*Task data*.
========
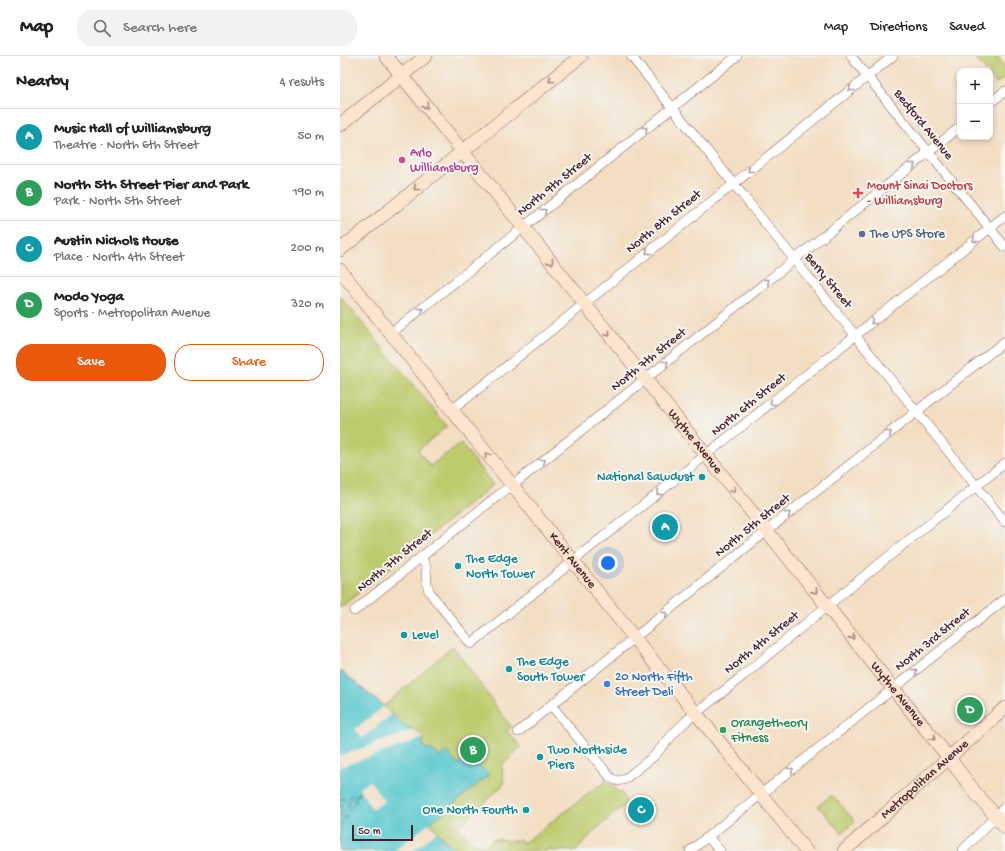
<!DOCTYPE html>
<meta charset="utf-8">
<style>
body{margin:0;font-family:"Gochi Hand",sans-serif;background:#f2f2f2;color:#222}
.controls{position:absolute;right:12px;top:12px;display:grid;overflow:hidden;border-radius:8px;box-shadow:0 2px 6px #0003}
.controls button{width:36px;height:36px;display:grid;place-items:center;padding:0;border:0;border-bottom:1px solid #e0e0e0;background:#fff;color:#222;font:20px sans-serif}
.scale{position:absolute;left:12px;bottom:10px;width:61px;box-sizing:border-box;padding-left:4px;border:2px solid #4a1f2b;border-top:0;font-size:11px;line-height:14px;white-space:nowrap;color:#4a1f2b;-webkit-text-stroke:3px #f6f6f2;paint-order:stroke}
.you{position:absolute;left:268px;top:507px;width:14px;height:14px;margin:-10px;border:3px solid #fff;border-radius:50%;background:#1a73e8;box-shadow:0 0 0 6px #1a73e833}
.badge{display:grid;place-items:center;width:26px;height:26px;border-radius:50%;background:#ea580c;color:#fff;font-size:13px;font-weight:700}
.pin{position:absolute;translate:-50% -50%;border:2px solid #fff;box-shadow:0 1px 4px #0006}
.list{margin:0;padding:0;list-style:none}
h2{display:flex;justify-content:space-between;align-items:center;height:52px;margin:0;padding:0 16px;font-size:17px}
h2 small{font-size:13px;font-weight:400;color:#767676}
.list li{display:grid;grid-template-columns:26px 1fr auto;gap:12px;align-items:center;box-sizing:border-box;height:56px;padding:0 16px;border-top:1px solid #e0e0e0}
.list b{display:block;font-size:15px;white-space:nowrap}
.list p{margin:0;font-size:13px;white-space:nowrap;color:#767676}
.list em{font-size:13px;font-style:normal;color:#767676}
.actions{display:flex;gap:8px;padding:12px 16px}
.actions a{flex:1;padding:9px 0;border:1px solid #ea580c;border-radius:16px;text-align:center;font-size:14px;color:#ea580c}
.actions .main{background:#ea580c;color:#fff}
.icon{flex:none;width:22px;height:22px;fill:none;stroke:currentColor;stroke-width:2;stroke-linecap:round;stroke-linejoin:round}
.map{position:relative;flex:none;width:665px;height:795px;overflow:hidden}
header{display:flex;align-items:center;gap:24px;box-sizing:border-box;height:56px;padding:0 20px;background:#fff;border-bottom:1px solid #e0e0e0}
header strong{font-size:19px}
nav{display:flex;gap:22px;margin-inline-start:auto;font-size:14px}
.search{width:280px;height:36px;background:#f2f2f2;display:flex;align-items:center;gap:10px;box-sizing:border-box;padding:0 14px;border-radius:16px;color:#767676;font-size:15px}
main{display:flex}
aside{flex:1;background:#fff}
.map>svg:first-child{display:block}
</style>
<header>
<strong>Map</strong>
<div class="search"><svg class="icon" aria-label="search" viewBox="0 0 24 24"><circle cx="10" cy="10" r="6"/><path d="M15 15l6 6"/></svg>Search here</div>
<nav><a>Map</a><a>Directions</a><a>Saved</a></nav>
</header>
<main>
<aside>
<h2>Nearby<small>4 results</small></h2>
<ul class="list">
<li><span class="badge" style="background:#0f9aa8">A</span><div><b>Music Hall of Williamsburg</b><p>Theatre · North 6th Street</p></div><em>50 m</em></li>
<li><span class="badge" style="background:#2e9e5b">B</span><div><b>North 5th Street Pier and Park</b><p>Park · North 5th Street</p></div><em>190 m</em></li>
<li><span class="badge" style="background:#0f9aa8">C</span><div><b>Austin Nichols House</b><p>Place · North 4th Street</p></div><em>200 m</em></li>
<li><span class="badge" style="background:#2e9e5b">D</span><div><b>Modo Yoga</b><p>Sports · Metropolitan Avenue</p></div><em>320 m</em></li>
</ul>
<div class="actions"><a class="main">Save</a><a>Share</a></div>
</aside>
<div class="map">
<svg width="665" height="795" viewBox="0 0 665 795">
<rect width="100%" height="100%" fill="#f6f6f2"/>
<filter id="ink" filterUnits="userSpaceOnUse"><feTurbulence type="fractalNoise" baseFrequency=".025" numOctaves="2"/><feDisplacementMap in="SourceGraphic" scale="8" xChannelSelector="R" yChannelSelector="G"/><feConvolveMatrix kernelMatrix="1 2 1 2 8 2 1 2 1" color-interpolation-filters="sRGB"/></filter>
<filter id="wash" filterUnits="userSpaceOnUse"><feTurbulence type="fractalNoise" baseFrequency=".012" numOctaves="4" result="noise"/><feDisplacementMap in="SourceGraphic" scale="16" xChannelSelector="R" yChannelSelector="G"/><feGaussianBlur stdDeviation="0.9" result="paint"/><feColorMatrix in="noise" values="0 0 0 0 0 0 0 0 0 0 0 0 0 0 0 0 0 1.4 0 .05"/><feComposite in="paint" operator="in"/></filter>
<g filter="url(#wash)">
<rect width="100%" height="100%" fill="#f3dec2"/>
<g fill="#bdcb6d" stroke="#84754c">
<polygon points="634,0 657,0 665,10 665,21 656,28 650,20 650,15 646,15"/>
<polygon points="0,240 107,370 78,394 90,410 121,387 153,429 0,552"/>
<polygon points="113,590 168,667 169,667 169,668 171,671 167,675 181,691 162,710 164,728 118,772 133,786 145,791 154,783 177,785 180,783 182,786 185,786 226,755 259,729 260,730 266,725 283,738 286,748 254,775 237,794 238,795 116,795 97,776 73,795 118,709 99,701 94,695 84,692 83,688 74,674 62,668 52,658 51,659 44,650"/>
<polygon points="492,739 515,765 502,777 478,750"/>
</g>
<polygon fill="#5cc9cf" stroke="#53747d" points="0,614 44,650 51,658 52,658 62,668 74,674 84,682 83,688 84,692 94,695 99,701 106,695 118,709 128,700 134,704 149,719 90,767 104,784 115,795 0,795"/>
<g fill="#f3dec2">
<polygon points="44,650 51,659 22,682 15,673"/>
<polygon points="74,674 84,682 0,711 0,700"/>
<polygon points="30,725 44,746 32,753 19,732"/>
<polygon points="90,767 97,776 73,795 54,795"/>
</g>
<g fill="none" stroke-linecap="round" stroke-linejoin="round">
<g stroke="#4f525c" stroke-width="1" stroke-dasharray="5 4" stroke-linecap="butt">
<polyline points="0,744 19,737"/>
<polyline points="0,751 21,736"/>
<polyline points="0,757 20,738"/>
<polyline points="0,771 21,736"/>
</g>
</g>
</g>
<g filter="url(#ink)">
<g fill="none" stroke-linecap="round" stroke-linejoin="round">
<defs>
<g id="street">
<polyline points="291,0 665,466"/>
<polyline points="511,0 665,191"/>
<polyline points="650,47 665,35"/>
<polyline points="50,278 397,0"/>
<polyline points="112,354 553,0"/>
<polyline points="81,501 86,511 87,528 89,535 94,542 131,588 238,501 665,160"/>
<polyline points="14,555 161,437 178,425 620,71"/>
<path d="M211 649 270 721C275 725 279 726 285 723L314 700 334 677 346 665 404 619 487 550 665 407"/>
<polyline points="178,676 419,481 665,285"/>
<polyline points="368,781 380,795"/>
<polyline points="350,795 665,543"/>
<polyline points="622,795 665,751"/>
</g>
<g id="secondary">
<path id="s1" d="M46 0 609 702 634 735 665 771"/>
<polyline points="0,69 86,0"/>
<polyline points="0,194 241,0"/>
<path id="s2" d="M0 214 300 589 382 689 466 795"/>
<path id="s3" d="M504 795 665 652"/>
</g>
</defs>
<use href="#street" stroke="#856260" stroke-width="10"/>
<use href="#secondary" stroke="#856260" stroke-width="14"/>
<use href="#street" stroke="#fff" stroke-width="9"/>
<use href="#secondary" stroke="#fbe5cf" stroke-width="13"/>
</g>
<defs><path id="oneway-chevron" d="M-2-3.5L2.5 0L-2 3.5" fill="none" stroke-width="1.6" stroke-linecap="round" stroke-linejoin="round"/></defs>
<g stroke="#a2827d">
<use href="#oneway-chevron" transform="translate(211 24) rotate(141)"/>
<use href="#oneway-chevron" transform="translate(86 50) rotate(51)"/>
<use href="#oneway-chevron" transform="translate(76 132) rotate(141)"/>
<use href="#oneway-chevron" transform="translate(211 206) rotate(51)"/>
<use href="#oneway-chevron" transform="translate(268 278) rotate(51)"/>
<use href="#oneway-chevron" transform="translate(147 399) rotate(-128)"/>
<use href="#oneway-chevron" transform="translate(393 434) rotate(52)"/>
<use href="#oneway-chevron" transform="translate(475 535) rotate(51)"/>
<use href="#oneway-chevron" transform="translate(512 581) rotate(51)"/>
<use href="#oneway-chevron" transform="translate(593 682) rotate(51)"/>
</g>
<g stroke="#ae9aa0">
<use href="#oneway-chevron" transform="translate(511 33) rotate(141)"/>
<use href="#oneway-chevron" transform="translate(305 73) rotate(-39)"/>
<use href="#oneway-chevron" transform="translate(573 109) rotate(-39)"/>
<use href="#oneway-chevron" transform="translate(410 114) rotate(141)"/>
<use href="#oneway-chevron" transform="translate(204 155) rotate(-39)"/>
<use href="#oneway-chevron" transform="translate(635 184) rotate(141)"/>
<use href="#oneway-chevron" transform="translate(308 196) rotate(141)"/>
<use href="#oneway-chevron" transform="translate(427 225) rotate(-39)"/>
<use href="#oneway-chevron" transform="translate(81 254) rotate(-39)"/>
<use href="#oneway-chevron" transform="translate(533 266) rotate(141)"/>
<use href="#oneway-chevron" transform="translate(326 307) rotate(-39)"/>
<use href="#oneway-chevron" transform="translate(432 347) rotate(141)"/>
<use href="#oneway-chevron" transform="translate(549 377) rotate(-39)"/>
<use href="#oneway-chevron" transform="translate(203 405) rotate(-39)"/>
<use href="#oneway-chevron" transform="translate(319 437) rotate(142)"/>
<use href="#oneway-chevron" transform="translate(448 458) rotate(-39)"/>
<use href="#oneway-chevron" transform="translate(325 558) rotate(-39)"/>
<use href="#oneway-chevron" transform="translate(575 615) rotate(-39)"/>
<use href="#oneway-chevron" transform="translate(451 714) rotate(-39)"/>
</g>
</g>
<circle fill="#d1479c" stroke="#f6f6f2" stroke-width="1.5" cx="62" cy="104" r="4"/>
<path fill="#e0444e" stroke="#f6f6f2" stroke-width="1.5" d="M516 131h4v4h4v4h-4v4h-4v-4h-4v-4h4z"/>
<circle fill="#5c6f8a" stroke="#f6f6f2" stroke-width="1.5" cx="522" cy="178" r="4"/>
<g fill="#0f9aa8" stroke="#f6f6f2" stroke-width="1.5">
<circle cx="362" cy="421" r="4"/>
<circle cx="118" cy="510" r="4"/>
<circle cx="64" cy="579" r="4"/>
<circle cx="169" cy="613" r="4"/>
<circle cx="200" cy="701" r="4"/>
<circle cx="186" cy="754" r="4"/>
</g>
<circle fill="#3f7fe0" stroke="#f6f6f2" stroke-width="1.5" cx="267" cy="628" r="4"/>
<circle fill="#2e9e5b" stroke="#f6f6f2" stroke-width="1.5" cx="383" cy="674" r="4"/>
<g text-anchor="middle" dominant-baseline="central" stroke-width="4" stroke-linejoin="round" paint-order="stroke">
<g font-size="13" fill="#4a1f2b" stroke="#f6f6f2">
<text transform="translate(583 69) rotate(51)">Bedford Avenue</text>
<text transform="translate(215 129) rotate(-39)">North 9th Street</text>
<text transform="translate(324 166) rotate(-39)">North 8th Street</text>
<text transform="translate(488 225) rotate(51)">Berry Street</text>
<text transform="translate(309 304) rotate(-39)">North 7th Street</text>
<text transform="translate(409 349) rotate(-39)">North 6th Street</text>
<text stroke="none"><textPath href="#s1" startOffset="494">Wythe Avenue</textPath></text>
<text transform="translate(413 470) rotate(-39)">North 5th Street</text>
<text transform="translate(55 505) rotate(-39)">North 7th Street</text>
<text stroke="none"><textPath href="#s2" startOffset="372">Kent Avenue</textPath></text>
<text transform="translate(593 584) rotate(-39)">North 3rd Street</text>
<text transform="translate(422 587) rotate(-39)">North 4th Street</text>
<text stroke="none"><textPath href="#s1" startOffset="818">Wythe Avenue</textPath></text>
<text stroke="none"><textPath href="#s3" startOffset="108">Metropolitan Avenue</textPath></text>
</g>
<g font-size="13" fill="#b23c85" stroke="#f6f6f2" text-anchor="start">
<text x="70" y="97">Arlo<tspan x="70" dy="15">Williamsburg</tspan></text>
</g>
<g font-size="13" fill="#be3a42" stroke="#f6f6f2" text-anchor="start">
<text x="527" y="130">Mount Sinai Doctors<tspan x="527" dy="15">- Williamsburg</tspan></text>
</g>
<g font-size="13" fill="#4e5e75" stroke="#f6f6f2" text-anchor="start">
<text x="530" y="178">The UPS Store</text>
</g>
<g font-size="13" fill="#0d838f" stroke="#f6f6f2" text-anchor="start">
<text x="354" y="421" text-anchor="end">National Sawdust</text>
<text x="126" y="503">The Edge<tspan x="126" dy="15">North Tower</tspan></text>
<text x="72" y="579">Level</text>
<text x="177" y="606">The Edge<tspan x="177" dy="15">South Tower</tspan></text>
<text x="208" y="694">Two Northside<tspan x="208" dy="15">Piers</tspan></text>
<text x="178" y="754" text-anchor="end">One North Fourth</text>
</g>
<g font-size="13" fill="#366cbe" stroke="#f6f6f2" text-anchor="start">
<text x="275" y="621">20 North Fifth<tspan x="275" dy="15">Street Deli</tspan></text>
</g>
<g font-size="13" fill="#27864d" stroke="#f6f6f2" text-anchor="start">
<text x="391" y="667">Orangetheory<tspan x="391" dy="15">Fitness</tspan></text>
</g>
</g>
</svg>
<div class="controls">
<button>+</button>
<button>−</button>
</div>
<div class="scale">50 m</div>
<div class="you"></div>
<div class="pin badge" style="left:325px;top:471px;background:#0f9aa8">A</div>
<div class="pin badge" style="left:133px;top:694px;background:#2e9e5b">B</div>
<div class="pin badge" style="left:301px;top:754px;background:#0f9aa8">C</div>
<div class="pin badge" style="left:630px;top:654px;background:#2e9e5b">D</div>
</div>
</main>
========
*Required work*.
For the word "userSpaceOnUse", how many lines in the records above contain it? Answer with the number and nothing else.

*The completed task*.
2